When the widow is a child, not yet arrived at the age of living with her husband, the only ceremony at the death is the cutting of the tali cord. The other ceremonies and degradations are reserved for the time when she arrives at the full age of wifehood, when the whole ceremony is enacted as though the wife had been a real wife, and the little girl-widow is compelled to join that great army of women in India, nearly twenty million strong, of whom a million are child-widows.
I met a great many widows in India, and even among the Brahmo Samaj, which sect is now trying to break the tyrannical yoke of custom, I never heard of one who dared to brave public opinion and remarry. I knew one charming widow—I think the most beautiful woman I saw in India—who had practically broken all class restrictions except this last. It was said that she had been in love with a man for many years, and he had repeatedly tried to persuade her to undergo the censure of her people by marrying him, but she dared not do it. She was only thirty years old, but she must remain until the end of her life a widow, almost an outcast.
In the cities and among the modernized people of India this state does not hold such sorrow for women as in the villages and country districts, where the people have not come into contact with Western civilization. In these purely Hindu towns, where all social life is controlled by custom and the influences of superstition and religion, when the woman can no longer wear the red mark of wifehood upon her forehead, her case is pitiable.
The Indian Government has made laws legalizing the remarriage of widows, but even when it has the Government sanction, custom and tradition are too strong, and practically no woman will take advantage of it. It would mean not only lifelong disgrace for her, but also would reflect so severely upon her relatives and the members of her caste that they would be involved in endless disgrace.
There are many homes scattered throughout India for these helpless women. Pundita Ramabai has a place near Poona where she has nearly eight hundred widows in her charge, and they are a sad sight as they go in squads of from two to three hundred to their work at the printing press or at the looms attached to the mission. Some widows had been with her for years, and quite likely will remain for life, as no one will marry a widow, and they do not seem to be acquiring a practical education with which they could earn their living in the world. The Gaekwar of Baroda is solving the widow question by educating them as teachers at the Government expense, only asking that in return for his care they devote a certain number of years as school-teachers in his State.
Pundita Ramabai’s home for widows is a very remarkable institution, and well repays one for a visit. It is a faith mission—that is, its members do not receive a salary, but depend upon donations for their support. What remains after the expenses of the establishment have been met is divided among the workers according to their needs. They are a very devoted band, with an orthodox, old-fashioned brand of religion that holds the wrath of God and the terrors of hell over these emotional women, whose only outlet for their emotions is their prayers, and at noon they are permitted to pray aloud and express their desires and their states of feeling. One day we heard a great buzzing, sounding from the distance like an immense swarm of bees, and found it was the 1,350 widows, rescued street women, and children having their noonday prayer. Some of them worked themselves into a veritable ecstasy of religious emotion, swaying their bodies, the tears running down their faces as they prayed for the forgiveness of their sins, real or imaginary.
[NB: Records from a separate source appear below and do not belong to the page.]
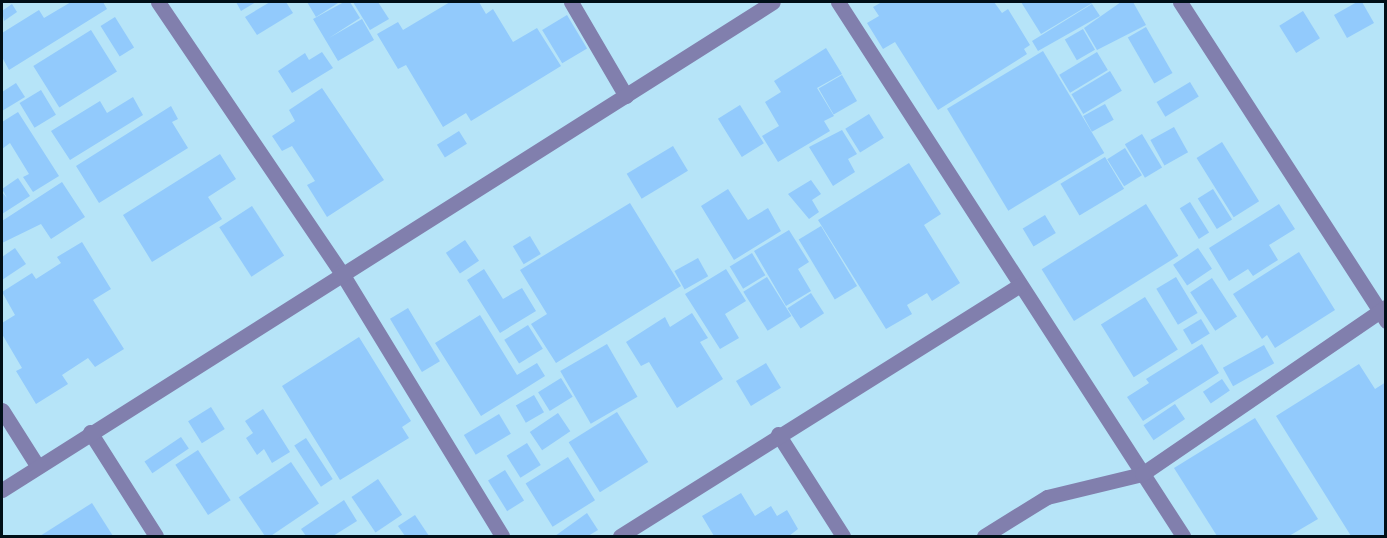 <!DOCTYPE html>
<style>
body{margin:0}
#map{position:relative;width:1387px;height:538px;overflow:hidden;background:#b6e4f8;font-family:"PT Sans",sans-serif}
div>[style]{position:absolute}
.building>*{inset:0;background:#92cafc;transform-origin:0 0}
.minor>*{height:15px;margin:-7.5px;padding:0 7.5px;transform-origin:7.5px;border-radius:7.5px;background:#817fad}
span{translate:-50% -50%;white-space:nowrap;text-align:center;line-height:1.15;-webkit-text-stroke:4.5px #fdfdfd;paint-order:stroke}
.frame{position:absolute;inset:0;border:3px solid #000f18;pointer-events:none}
</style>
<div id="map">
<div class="building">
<i style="clip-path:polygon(71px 2px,103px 2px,107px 9px,9px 70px,2px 57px,2px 33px,39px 10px,44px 18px)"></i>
<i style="clip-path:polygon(236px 2px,256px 2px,241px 11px)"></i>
<i style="clip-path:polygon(270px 2px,286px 2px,293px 13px,257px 35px,245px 17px)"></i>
<i style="clip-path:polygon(307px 2px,337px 2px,338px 3px,316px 17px)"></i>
<i style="clip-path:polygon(344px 2px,350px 2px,360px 18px,329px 38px,362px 19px,374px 40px,338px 61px,313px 19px)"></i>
<i style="clip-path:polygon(353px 2px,378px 2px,389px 19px,370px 30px)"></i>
<i style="clip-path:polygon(450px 2px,479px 2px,486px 14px,493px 9px,513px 42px,537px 28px,561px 66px,471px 121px,466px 113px,443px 127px,406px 65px,398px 69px,377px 34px,398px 22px,403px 30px)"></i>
<i style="clip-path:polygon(882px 2px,994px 2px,1002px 13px,1008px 9px,1030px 45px,1024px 49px,1027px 54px,938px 110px,895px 42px,883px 49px,867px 23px,879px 16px,873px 7px)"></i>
<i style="clip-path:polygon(1021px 2px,1094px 2px,1041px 34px)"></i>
<i style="clip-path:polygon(1121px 2px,1133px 2px,1146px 25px,1097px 50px,1084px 28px)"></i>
<i style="clip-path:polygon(1357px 2px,1362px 2px,1374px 23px,1347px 38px,1334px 15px)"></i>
<i style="clip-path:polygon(12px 4px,17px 12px,4px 21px,2px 11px)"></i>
<i style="clip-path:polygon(1092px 4px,1100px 16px,1038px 51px,1032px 41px)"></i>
<i style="left:1303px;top:11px;width:32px;height:28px;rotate:58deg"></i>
<i style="left:567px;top:15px;width:39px;height:29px;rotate:59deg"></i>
<i style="left:115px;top:17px;width:36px;height:17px;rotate:58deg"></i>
<i style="left:1146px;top:27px;width:53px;height:21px;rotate:60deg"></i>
<i style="left:1083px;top:29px;width:24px;height:21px;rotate:60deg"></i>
<i style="left:91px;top:30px;width:49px;height:68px;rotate:58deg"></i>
<i style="clip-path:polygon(826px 48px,842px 74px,817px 88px,834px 116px,824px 121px,830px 131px,778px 162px,762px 136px,779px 126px,765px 102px,781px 92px,774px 81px)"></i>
<i style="left:1043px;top:51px;width:119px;height:112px;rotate:59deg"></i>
<i style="clip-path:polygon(322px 52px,333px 68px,292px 93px,278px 71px,305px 53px,309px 60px)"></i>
<i style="left:1097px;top:52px;width:21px;height:44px;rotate:59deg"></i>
<i style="left:1110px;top:71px;width:23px;height:45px;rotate:59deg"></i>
<i style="left:842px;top:75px;width:30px;height:27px;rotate:60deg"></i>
<i style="left:1190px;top:82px;width:17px;height:39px;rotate:59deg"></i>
<i style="clip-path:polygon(16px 83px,25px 97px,2px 111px,2px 92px)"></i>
<i style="clip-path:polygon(322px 88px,384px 180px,327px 217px,307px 185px,315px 181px,292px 146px,282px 151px,272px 136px,295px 121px,289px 110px)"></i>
<i style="left:41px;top:90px;width:29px;height:25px;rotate:59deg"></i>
<i style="clip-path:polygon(133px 97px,143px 115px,70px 160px,51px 131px,100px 101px,107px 113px)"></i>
<i style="left:1105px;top:104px;width:18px;height:25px;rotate:61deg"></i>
<i style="left:740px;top:105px;width:45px;height:26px;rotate:58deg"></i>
<i style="clip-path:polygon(171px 106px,178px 119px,172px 122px,188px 148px,99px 203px,76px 166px)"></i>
<i style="clip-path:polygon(18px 112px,59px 176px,33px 192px,23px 177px,29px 174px,10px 143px,2px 149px,2px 122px)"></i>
<i style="left:869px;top:114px;width:28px;height:28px;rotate:58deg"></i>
<i style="left:1174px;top:127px;width:29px;height:27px;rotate:61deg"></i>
<i style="clip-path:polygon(842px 130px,857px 154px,848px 159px,855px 172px,833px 186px,809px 147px)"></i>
<i style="left:459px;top:131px;width:15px;height:26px;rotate:58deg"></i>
<i style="left:1142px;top:134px;width:39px;height:20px;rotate:59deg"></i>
<i style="left:1222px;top:142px;width:70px;height:30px;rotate:58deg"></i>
<i style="left:673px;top:146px;width:29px;height:54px;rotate:59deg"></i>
<i style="left:1125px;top:148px;width:32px;height:21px;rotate:58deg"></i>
<i style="clip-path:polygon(220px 154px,236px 179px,208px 197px,222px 219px,152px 262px,123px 215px)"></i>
<i style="left:1105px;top:157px;width:37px;height:52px;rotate:59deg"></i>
<i style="clip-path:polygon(909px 163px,941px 214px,924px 225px,960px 283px,932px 301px,927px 293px,907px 305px,912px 314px,886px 329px,818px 220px)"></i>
<i style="clip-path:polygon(18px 178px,30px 196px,2px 214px,2px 192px,7px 198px,2px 189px)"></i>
<i style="clip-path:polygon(811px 180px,821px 194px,812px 200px,819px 212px,809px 219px,788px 194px)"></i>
<i style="clip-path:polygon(62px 182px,85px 217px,51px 239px,41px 224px,2px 243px,2px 221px)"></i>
<i style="clip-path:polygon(728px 189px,748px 220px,768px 208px,781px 231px,734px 260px,701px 206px)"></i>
<i style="left:1213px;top:189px;width:36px;height:18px;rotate:58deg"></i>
<i style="left:1190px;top:202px;width:36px;height:12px;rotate:58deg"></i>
<i style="clip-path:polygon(630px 203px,681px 286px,556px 363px,531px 324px,547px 314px,520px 270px)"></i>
<i style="left:1146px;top:204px;width:61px;height:123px;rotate:58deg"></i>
<i style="clip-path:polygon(1279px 204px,1295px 229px,1269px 245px,1278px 260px,1253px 276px,1248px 269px,1229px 281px,1209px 248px)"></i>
<i style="left:252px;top:206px;width:59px;height:39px;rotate:57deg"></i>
<i style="left:1045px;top:215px;width:21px;height:26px;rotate:59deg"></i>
<i style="left:821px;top:226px;width:70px;height:26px;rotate:59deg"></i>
<i style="clip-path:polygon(789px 230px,809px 262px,798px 269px,811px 291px,786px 306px,754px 251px)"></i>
<i style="left:530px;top:236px;width:21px;height:20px;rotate:59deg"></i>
<i style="left:465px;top:240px;width:25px;height:23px;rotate:56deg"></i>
<i style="clip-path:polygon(82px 242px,111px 289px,93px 300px,124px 349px,95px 367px,88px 358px,62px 375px,68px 384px,36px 404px,16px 371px,22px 368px,2px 334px,2px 323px,15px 315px,2px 292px,32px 273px,36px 279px,61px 263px,57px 257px)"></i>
<i style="clip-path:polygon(15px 248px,26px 264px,2px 280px,2px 257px)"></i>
<i style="left:1198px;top:248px;width:25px;height:30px;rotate:56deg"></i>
<i style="clip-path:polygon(1299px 252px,1335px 310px,1275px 348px,1267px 335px,1262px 339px,1233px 294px)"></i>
<i style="left:752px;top:253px;width:26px;height:26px;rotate:59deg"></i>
<i style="left:698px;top:258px;width:21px;height:27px;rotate:61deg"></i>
<i style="clip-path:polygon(484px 269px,503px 299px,522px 288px,536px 311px,500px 333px,467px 280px)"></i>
<i style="clip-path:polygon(726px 269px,746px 301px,725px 314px,739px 338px,720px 349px,685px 294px)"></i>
<i style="left:767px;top:277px;width:46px;height:28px;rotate:58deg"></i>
<i style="left:1176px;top:277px;width:42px;height:23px;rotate:59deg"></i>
<i style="left:1212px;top:278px;width:46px;height:26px;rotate:57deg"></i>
<i style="left:811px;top:293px;width:24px;height:28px;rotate:57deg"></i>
<i style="left:1145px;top:297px;width:62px;height:52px;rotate:58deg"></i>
<i style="left:408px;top:308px;width:62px;height:21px;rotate:59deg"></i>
<i style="clip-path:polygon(692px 313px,708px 338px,700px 342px,723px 379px,677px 408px,649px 362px,641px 366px,626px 342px,665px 317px,670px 327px)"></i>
<i style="clip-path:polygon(480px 315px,517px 375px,537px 363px,545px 376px,481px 416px,435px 343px)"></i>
<i style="left:1201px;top:319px;width:17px;height:21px;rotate:59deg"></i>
<i style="left:528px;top:325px;width:28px;height:28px;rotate:58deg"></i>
<i style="clip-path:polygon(359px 337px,411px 421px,402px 427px,409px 438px,340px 480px,282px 386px)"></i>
<i style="left:607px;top:344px;width:61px;height:54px;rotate:60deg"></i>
<i style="clip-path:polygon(1202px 344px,1219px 373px,1143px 421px,1127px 397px,1149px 383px,1146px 379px)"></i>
<i style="left:1264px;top:345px;width:21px;height:47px;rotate:61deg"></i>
<i style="left:766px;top:363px;width:29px;height:35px;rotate:59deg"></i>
<i style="clip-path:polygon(1359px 364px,1375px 389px,1386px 382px,1386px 536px,1351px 536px,1276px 416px)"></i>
<i style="left:561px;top:378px;width:22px;height:27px;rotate:58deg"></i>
<i style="left:1222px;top:379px;width:14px;height:23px;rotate:56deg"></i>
<i style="left:534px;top:395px;width:20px;height:21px;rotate:60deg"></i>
<i style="left:1175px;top:404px;width:18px;height:38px;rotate:56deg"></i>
<i style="left:211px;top:407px;width:26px;height:27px;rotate:58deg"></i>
<i style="clip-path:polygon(263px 409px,290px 452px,272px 463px,264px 449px,257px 455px,246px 438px,253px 433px,245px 421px)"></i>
<i style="left:617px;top:412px;width:59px;height:57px;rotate:58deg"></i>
<i style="left:558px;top:413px;width:22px;height:34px;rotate:56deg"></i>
<i style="left:499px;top:414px;width:23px;height:41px;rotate:59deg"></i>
<i style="clip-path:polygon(1255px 418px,1318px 519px,1289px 536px,1217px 536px,1174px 468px)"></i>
<i style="left:181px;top:437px;width:14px;height:44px;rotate:56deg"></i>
<i style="left:306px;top:438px;width:49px;height:14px;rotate:57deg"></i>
<i style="left:527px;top:443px;width:26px;height:24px;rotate:58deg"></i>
<i style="left:198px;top:450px;width:60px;height:27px;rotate:57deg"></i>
<i style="left:568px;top:457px;width:51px;height:50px;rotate:58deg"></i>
<i style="left:291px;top:462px;width:50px;height:63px;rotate:56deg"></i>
<i style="left:505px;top:470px;width:36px;height:20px;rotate:58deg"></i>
<i style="left:378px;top:479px;width:43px;height:32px;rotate:56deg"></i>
<i style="clip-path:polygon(741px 493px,755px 516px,771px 506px,777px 516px,787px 510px,798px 529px,789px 536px,714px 536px,702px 516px)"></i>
<i style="clip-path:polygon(344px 500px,357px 521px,333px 536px,306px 536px,301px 529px)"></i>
<i style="clip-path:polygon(92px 503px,113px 536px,40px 536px)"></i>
<i style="clip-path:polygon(587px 513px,598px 530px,588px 536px,555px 536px)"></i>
<i style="clip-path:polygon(415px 515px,429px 536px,405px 536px,398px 526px)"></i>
</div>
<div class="minor">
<i style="left:158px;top:2px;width:326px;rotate:55.9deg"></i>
<i style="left:341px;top:272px;width:309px;rotate:58.6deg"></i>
<i style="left:571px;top:2px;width:109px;rotate:59.7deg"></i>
<i style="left:838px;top:2px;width:636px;rotate:57.13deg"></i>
<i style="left:1180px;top:2px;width:380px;rotate:57.1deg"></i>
<i style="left:2px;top:410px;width:67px;rotate:57.7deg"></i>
<i style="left:90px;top:432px;width:123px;rotate:57.6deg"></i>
<i style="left:778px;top:434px;width:121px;rotate:57.5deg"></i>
<i style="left:2px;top:490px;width:912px;rotate:-32.33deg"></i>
<i style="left:620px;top:536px;width:471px;rotate:-32.1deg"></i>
<i style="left:984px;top:536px;width:74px;rotate:-31.8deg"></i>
<i style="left:1047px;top:497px;width:98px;rotate:-13.6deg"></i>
<i style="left:1142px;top:474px;width:296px;rotate:-34.4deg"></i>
</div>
<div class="frame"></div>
</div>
The business manager was more interested in the practical than the religious aspects of the mission, and looked at the whole question with the eye of the man who has to provide for all these people who give nothing to the common good. When asked the outcome of it all, he said he could not see what good was being accomplished except in the actual saving of the lives. They could not marry, they could not support themselves, they were helpless, and would be a burden on others’ shoulders so long as they lived. He said: “Now look! There go four hundred women who should be married to-morrow; but who will marry them? No Hindu would dare break his caste by marrying one of them. It would completely ostracize him from his community. And again, we would not want to marry a Christian girl to a Hindu or a Mohammedan.”
I asked: “Are there no Christian boys to marry them?”
He replied: “There are not enough to go around, and even a Christian does not marry a widow.”
“Do you ever have any offers?” I asked.